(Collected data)

+-------+

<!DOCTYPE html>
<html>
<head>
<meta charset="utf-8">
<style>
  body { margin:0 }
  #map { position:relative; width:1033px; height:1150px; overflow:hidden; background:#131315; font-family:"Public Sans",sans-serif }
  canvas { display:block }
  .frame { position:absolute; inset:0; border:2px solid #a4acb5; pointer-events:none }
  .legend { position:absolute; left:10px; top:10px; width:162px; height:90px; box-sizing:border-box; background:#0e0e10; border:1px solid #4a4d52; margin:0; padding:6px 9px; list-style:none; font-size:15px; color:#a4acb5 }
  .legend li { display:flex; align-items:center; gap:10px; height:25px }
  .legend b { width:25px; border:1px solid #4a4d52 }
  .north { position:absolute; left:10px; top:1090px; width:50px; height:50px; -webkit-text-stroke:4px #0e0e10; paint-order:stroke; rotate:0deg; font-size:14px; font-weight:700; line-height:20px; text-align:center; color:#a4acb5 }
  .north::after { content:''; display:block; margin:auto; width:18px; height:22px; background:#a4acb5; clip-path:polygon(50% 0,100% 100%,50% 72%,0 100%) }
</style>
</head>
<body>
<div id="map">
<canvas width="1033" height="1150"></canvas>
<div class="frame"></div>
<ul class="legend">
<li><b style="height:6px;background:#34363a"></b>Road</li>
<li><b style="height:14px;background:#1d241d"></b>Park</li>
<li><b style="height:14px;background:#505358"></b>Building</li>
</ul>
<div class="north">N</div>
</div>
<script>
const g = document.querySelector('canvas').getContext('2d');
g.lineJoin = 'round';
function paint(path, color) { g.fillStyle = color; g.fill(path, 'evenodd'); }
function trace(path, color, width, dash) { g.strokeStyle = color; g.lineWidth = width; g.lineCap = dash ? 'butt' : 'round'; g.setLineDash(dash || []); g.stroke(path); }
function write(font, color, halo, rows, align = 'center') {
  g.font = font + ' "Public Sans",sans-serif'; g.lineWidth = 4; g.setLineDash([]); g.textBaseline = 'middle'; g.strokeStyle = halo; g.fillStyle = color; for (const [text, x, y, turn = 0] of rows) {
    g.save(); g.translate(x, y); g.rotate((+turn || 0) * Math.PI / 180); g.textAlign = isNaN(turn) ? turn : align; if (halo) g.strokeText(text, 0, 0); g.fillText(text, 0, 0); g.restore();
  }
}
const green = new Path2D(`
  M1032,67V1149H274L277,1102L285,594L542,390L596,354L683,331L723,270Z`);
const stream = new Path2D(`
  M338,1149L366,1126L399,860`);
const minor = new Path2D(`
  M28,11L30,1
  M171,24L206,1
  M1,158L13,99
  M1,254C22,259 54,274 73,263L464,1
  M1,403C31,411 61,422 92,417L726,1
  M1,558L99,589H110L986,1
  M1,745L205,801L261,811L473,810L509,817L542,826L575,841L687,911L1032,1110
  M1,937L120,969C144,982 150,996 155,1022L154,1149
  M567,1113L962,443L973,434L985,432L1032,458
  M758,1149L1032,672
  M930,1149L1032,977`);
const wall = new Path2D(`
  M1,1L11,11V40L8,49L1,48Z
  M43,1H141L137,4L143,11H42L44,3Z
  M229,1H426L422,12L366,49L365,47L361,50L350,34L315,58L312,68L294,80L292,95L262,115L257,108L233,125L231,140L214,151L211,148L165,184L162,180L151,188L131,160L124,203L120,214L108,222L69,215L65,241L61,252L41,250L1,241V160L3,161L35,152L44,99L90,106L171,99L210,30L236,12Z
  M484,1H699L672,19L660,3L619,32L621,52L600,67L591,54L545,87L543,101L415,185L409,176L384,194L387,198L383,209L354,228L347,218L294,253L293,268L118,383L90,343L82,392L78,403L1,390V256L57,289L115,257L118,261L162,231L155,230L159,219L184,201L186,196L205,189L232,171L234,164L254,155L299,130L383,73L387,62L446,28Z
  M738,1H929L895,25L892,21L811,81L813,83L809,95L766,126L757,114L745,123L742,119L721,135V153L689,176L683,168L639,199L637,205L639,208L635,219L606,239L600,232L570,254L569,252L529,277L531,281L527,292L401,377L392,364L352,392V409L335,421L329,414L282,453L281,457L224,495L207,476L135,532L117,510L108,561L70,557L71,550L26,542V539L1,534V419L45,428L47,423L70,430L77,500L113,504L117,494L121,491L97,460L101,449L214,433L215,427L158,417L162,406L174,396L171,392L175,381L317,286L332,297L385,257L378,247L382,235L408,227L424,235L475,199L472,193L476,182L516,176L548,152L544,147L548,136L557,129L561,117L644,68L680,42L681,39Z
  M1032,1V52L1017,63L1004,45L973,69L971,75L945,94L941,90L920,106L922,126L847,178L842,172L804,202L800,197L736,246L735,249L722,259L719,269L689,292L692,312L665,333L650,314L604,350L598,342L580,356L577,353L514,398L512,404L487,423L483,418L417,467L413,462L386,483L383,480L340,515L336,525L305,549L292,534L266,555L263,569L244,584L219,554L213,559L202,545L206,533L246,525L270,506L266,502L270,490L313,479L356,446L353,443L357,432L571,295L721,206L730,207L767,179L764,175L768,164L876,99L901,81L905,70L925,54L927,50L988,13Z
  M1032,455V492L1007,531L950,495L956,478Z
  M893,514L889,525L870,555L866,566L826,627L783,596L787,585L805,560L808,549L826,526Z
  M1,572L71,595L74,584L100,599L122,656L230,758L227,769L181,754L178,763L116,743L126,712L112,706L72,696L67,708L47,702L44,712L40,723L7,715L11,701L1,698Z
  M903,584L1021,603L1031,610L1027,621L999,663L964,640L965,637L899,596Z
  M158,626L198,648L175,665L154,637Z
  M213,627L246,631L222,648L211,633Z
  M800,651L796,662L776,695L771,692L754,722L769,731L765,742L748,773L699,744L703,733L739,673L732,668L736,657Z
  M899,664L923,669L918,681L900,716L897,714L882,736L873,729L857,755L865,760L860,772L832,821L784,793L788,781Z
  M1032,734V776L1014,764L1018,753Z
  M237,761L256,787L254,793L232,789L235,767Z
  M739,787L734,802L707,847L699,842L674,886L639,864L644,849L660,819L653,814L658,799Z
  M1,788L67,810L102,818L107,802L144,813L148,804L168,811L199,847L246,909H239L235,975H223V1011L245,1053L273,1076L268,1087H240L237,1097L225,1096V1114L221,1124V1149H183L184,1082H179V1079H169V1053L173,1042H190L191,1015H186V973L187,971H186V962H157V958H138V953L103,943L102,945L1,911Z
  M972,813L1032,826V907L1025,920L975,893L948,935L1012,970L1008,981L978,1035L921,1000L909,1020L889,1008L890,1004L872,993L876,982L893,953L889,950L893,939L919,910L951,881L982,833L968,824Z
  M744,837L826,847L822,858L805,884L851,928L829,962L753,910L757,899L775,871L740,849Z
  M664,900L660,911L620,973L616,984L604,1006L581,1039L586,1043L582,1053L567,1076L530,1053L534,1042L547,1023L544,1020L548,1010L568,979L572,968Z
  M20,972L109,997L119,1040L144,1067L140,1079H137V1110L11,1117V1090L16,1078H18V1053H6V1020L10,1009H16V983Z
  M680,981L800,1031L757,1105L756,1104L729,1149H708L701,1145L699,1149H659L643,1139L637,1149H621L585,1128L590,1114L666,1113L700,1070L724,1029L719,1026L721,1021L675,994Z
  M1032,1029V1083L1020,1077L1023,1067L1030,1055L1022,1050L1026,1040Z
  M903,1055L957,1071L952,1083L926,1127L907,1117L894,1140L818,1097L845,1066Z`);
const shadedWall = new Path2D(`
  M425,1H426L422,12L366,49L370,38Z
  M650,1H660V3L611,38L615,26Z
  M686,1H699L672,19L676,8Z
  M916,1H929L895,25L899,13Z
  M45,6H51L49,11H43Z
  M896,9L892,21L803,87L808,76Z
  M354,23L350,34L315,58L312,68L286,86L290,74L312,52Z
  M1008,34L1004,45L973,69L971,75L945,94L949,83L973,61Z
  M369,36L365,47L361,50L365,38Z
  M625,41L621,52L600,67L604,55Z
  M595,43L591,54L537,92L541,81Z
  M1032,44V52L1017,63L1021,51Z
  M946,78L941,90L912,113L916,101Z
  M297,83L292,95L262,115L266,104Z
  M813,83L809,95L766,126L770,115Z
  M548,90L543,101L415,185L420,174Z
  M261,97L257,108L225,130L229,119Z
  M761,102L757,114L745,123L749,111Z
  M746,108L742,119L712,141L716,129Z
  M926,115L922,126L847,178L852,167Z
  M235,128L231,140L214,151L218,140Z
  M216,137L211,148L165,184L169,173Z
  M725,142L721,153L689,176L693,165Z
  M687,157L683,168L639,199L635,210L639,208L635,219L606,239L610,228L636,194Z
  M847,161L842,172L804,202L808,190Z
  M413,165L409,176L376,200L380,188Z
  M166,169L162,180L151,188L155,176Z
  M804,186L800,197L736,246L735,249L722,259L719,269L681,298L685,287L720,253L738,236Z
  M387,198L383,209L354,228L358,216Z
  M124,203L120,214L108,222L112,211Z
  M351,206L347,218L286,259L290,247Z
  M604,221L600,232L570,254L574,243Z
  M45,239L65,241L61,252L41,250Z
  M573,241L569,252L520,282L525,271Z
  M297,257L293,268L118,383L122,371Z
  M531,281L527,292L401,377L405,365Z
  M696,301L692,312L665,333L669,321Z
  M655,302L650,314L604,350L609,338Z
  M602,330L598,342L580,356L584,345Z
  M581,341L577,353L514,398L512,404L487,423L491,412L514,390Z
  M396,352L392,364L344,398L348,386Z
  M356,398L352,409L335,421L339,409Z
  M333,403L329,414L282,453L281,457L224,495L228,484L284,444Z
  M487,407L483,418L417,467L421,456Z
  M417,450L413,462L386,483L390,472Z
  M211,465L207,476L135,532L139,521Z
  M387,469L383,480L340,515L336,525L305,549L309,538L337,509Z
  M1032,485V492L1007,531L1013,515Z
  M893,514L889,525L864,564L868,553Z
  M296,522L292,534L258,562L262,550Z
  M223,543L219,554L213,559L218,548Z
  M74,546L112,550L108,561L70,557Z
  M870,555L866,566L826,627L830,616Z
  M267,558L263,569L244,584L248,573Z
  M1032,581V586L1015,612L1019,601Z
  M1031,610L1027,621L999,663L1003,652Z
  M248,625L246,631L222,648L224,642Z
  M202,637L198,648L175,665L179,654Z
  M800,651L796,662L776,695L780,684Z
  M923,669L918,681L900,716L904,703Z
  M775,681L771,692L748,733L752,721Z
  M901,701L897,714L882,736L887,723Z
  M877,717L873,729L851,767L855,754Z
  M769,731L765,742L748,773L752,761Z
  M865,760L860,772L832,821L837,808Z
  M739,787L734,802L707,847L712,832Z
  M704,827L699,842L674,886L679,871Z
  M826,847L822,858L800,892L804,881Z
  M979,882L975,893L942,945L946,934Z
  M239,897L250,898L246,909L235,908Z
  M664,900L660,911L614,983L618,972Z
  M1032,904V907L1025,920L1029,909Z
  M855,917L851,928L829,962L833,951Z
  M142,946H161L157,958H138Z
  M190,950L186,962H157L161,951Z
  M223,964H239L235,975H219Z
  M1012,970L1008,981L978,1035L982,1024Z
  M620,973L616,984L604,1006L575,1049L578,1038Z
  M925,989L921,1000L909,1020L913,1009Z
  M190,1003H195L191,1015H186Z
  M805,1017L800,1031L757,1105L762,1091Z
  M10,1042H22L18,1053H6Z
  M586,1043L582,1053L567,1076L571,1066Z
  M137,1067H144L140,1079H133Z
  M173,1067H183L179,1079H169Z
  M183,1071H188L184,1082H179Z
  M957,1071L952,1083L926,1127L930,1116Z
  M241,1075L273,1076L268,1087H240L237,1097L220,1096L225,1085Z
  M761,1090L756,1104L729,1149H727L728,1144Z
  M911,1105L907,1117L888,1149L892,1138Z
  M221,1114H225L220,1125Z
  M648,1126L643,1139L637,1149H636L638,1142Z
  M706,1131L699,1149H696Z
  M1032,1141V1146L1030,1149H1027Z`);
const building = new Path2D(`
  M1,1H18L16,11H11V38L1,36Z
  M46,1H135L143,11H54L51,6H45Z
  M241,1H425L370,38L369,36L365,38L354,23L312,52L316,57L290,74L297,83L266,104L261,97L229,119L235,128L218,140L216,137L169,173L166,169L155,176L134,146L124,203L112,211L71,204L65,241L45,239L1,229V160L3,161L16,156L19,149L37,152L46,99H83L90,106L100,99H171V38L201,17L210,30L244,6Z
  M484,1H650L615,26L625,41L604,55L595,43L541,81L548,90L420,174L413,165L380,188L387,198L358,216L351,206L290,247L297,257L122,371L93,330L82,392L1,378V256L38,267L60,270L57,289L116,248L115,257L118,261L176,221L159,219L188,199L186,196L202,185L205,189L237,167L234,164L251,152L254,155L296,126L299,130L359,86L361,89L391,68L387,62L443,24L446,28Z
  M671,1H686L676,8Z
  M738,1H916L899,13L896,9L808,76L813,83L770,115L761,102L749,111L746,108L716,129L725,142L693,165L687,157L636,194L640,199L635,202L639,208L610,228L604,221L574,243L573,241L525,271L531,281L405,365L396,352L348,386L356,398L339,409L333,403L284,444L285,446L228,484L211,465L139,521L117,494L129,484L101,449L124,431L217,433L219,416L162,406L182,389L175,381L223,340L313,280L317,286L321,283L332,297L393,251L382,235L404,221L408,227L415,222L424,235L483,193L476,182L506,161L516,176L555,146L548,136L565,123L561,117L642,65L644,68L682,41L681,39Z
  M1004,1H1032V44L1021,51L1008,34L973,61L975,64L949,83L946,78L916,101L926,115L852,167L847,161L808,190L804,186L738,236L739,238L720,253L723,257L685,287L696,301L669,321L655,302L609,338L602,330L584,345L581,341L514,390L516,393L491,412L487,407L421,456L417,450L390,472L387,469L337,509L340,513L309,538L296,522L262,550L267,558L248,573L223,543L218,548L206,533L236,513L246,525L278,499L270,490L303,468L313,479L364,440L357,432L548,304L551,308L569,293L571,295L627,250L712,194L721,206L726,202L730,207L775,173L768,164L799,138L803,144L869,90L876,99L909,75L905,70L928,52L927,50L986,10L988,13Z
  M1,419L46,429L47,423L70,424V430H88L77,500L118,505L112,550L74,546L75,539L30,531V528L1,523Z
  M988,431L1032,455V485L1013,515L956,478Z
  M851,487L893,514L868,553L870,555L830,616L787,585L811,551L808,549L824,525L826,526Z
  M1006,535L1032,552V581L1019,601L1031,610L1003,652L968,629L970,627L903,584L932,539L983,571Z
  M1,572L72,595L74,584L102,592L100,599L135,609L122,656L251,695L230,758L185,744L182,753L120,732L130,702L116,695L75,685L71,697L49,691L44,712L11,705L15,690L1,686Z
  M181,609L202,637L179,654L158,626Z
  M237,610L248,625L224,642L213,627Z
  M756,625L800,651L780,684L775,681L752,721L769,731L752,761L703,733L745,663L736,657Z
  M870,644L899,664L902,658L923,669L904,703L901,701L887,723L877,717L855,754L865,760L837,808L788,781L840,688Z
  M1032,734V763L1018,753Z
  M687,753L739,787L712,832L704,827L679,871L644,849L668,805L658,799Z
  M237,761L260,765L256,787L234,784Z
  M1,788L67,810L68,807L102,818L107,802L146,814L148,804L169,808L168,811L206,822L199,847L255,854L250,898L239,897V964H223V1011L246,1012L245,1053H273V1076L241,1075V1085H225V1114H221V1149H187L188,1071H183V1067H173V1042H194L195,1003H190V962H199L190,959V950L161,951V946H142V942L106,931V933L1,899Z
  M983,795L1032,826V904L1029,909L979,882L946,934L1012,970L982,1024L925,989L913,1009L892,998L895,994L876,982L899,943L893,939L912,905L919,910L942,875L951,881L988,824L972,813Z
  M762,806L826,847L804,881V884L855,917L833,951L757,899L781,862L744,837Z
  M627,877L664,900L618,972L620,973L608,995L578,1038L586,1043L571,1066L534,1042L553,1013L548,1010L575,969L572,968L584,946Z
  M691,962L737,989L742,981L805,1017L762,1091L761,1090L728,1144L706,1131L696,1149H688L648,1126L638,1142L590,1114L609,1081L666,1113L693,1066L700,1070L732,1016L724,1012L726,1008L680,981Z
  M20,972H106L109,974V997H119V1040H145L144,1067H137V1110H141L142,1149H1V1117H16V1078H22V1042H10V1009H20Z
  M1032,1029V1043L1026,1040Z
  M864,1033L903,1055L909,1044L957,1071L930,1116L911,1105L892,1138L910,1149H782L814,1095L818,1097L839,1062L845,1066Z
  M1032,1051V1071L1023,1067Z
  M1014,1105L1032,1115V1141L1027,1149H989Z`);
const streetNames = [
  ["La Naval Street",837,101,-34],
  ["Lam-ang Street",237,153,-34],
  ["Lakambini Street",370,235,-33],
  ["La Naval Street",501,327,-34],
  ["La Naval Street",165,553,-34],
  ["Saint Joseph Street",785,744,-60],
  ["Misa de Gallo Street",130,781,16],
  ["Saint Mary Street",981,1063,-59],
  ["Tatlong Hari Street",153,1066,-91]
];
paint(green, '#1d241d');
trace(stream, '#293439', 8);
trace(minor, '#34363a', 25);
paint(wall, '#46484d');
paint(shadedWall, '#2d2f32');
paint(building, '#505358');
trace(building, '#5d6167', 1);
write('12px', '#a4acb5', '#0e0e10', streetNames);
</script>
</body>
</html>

+-------+

Once you have counted the lines of the data that contain the word "fillStyle", please reply with that number alone.

■ Response area ■
2